Jesus Cristo, no Evangelho, dá-nos também outro dinamismo muito importante da Quaresma, que é a resposta de cada um de nós à graça de Deus. A ação da graça não basta, porque a ação da graça não substitui a nossa liberdade, não substitui o esforço que deve brotar de nós mesmos. Cristo protege-nos da auto-suficiência, mas também da passividade. Diz-nos que devemos aprender a viver em nós o acolhimento da graça, sem autossuficiência e passividade.
Contra a auto-suficiência o Senhor nos diz no Evangelho: “Não rezem como rezam os pagãos, que pensam que com muito falar serão ouvidos”. Jesus diz-nos: “Tens de deixar que o teu coração se abra, que o teu coração seja aquele que fala com Deus Nosso Senhor. Porque Ele, antes de você pedir algo, já sabe do que você precisa. Mas, ao mesmo tempo, você deve cuidar da passividade. Cabe a nós agir, fazer as coisas, cabe a nós lidar com as situações como Deus está nos pedindo. Este é talvez um esforço muito difícil, muito sério, mas temos que agir à imitação de nosso Senhor Deus. De Nosso Pai que está no Céu. Este caminho supõe para todos nós a capacidade de trabalhar apoiados na oração.

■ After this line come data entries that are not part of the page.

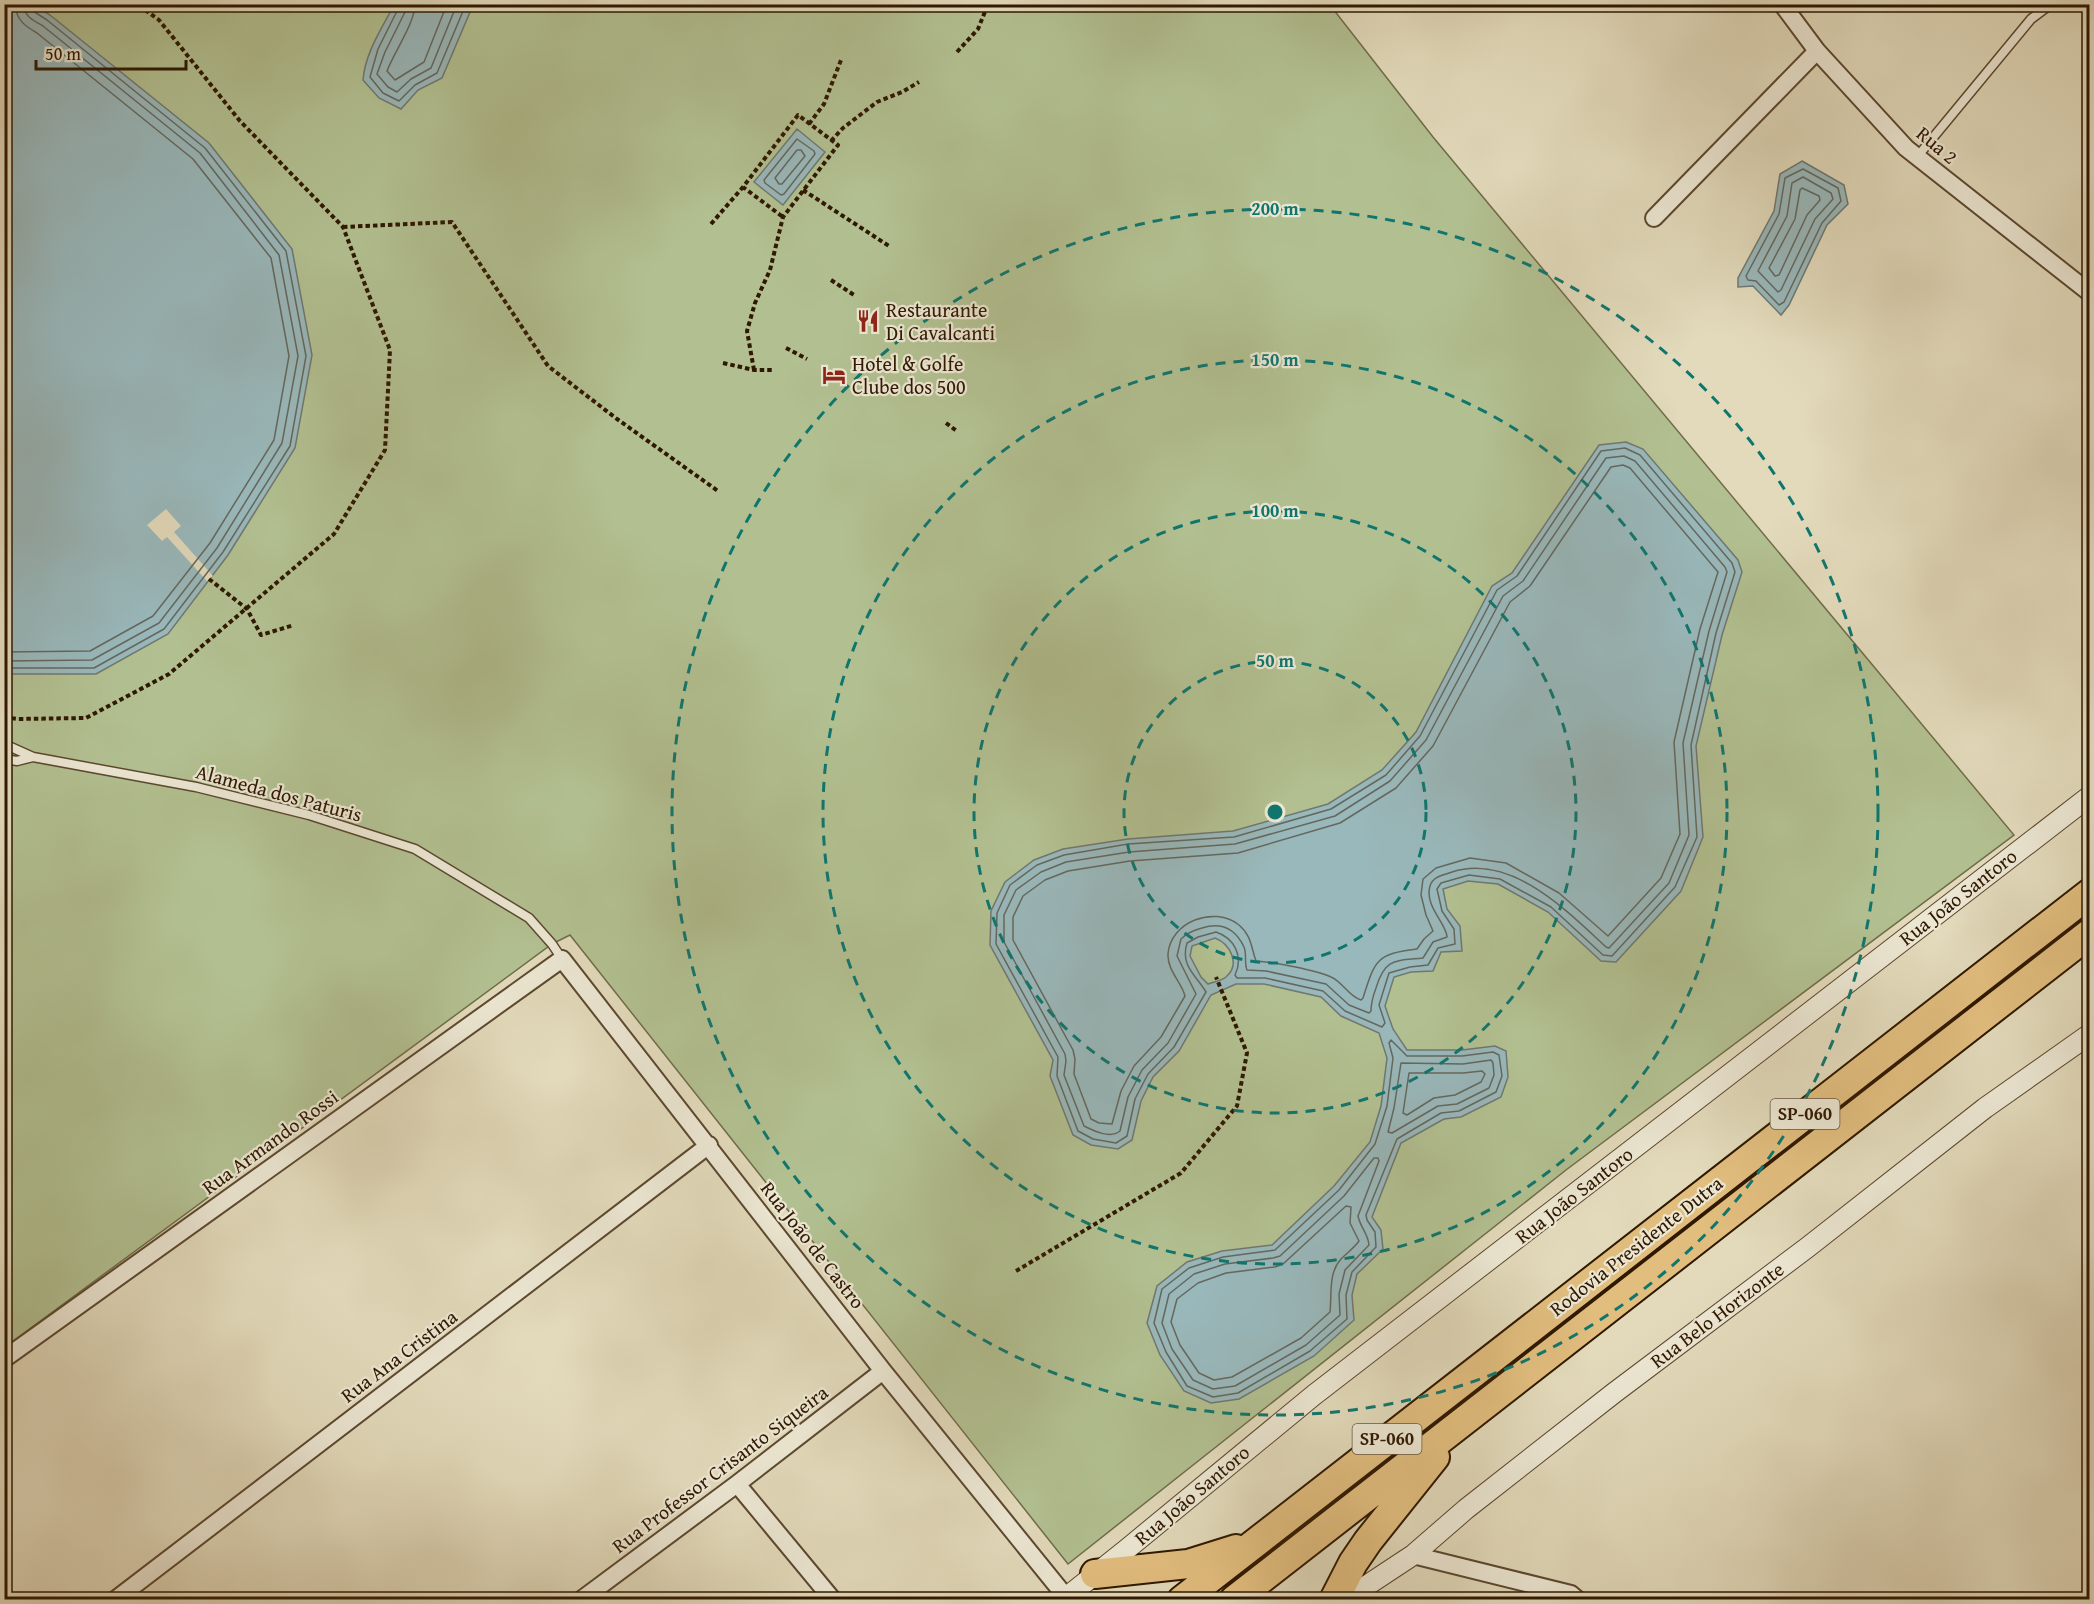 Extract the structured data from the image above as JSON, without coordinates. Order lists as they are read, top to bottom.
{
  "streets": {
    "highway": ["SP-060", "Rodovia Presidente Dutra"],
    "street": [
      "Rua 2",
      "Rua João Santoro",
      "Rua Armando Rossi",
      "Rua João de Castro",
      "Rua Belo Horizonte",
      "Rua Ana Cristina",
      "Rua Professor Crisanto Siqueira"
    ],
    "lane": ["Alameda dos Paturis"]
  },
  "crossings": [
    ["Alameda dos Paturis", "Rua João de Castro"],
    ["Rua João Santoro", "Rua João de Castro"],
    ["Rua Armando Rossi", "Rua João de Castro"],
    ["Rua João de Castro", "Rua Ana Cristina"],
    ["Rua João de Castro", "Rua Professor Crisanto Siqueira"]
  ],
  "places": {
    "restaurant": ["Restaurante Di Cavalcanti"],
    "hotel": ["Hotel & Golfe Clube dos 500"]
  },
  "scale_bar": "50 m",
  "rings": [
    "200 m",
    "150 m",
    "100 m",
    "50 m"
  ]
}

Escutamos o Salmo que nos fala de dois tipos de pessoas: “Os olhos do Senhor cuidam do justo e o seu clamor está atento aos seus ouvidos; contra o ímpio, ao contrário, é o Senhor, para apagar da terra a sua memória”. Se aprendêssemos a ver assim todo trabalho espiritual, do qual a Quaresma é um momento muito privilegiado. Se aprendêssemos a ver tudo isto como uma obra que Deus vai realizando na alma e que ao mesmo tempo vai produzindo em nós um dinamismo de transformação, de confiança, de escuta de Deus, de caminho de vida; um dinamismo de aproximação, de perdão, de abertura de coração. Se fôssemos claros sobre isso, também nós estaríamos fazendo o que diz o Salmo: “O Senhor livra o justo das suas angústias”.

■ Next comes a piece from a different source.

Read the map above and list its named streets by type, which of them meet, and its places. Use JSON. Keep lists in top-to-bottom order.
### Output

Quantas vezes a angústia na alma vem, sobretudo, do fato de querermos ser quem faz as coisas, as situações e nos esquecemos que não somos nós, mas Deus? Mas quantas vezes também a angústia vem à alma porque queremos deixar tudo nas mãos de Deus, quando temos que fazer muito da nossa parte? Mesmo quando temos que colocar algo que nos arrisque, que nos comprometa; algo que nos faz dizer: será assim ou não será assim?, e no entanto sei que tenho de o fazer. É a semente que deve ser semeada.

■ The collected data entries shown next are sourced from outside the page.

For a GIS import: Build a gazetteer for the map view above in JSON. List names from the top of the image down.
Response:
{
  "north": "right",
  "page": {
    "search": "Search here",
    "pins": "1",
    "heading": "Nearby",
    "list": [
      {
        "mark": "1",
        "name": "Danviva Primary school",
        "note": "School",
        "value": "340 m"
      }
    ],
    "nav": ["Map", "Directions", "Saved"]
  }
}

Quando o semeador tem uma semente e a põe no campo, não sabe o que vai acontecer com ela. Ele confia na chuva e na neve que o tornarão fértil. Quantas vezes pode nos acontecer que temos a semente mas preferimos não enterrá-la, preferimos não confiar na chuva, porque se ela falhar, o que faremos?
No entanto, Deus repete: “O Senhor livra o justo de todas as suas angústias” Quais são as angústias? De auto-suficiência? de passividade? De medo? Aprendamos nesta Quaresma a deixar que o Senhor chegue ao nosso coração e encontre nele uma terra capaz de se apoiar plenamente em Deus, mas ao mesmo tempo, capaz de se arriscar por Deus Nosso Senhor.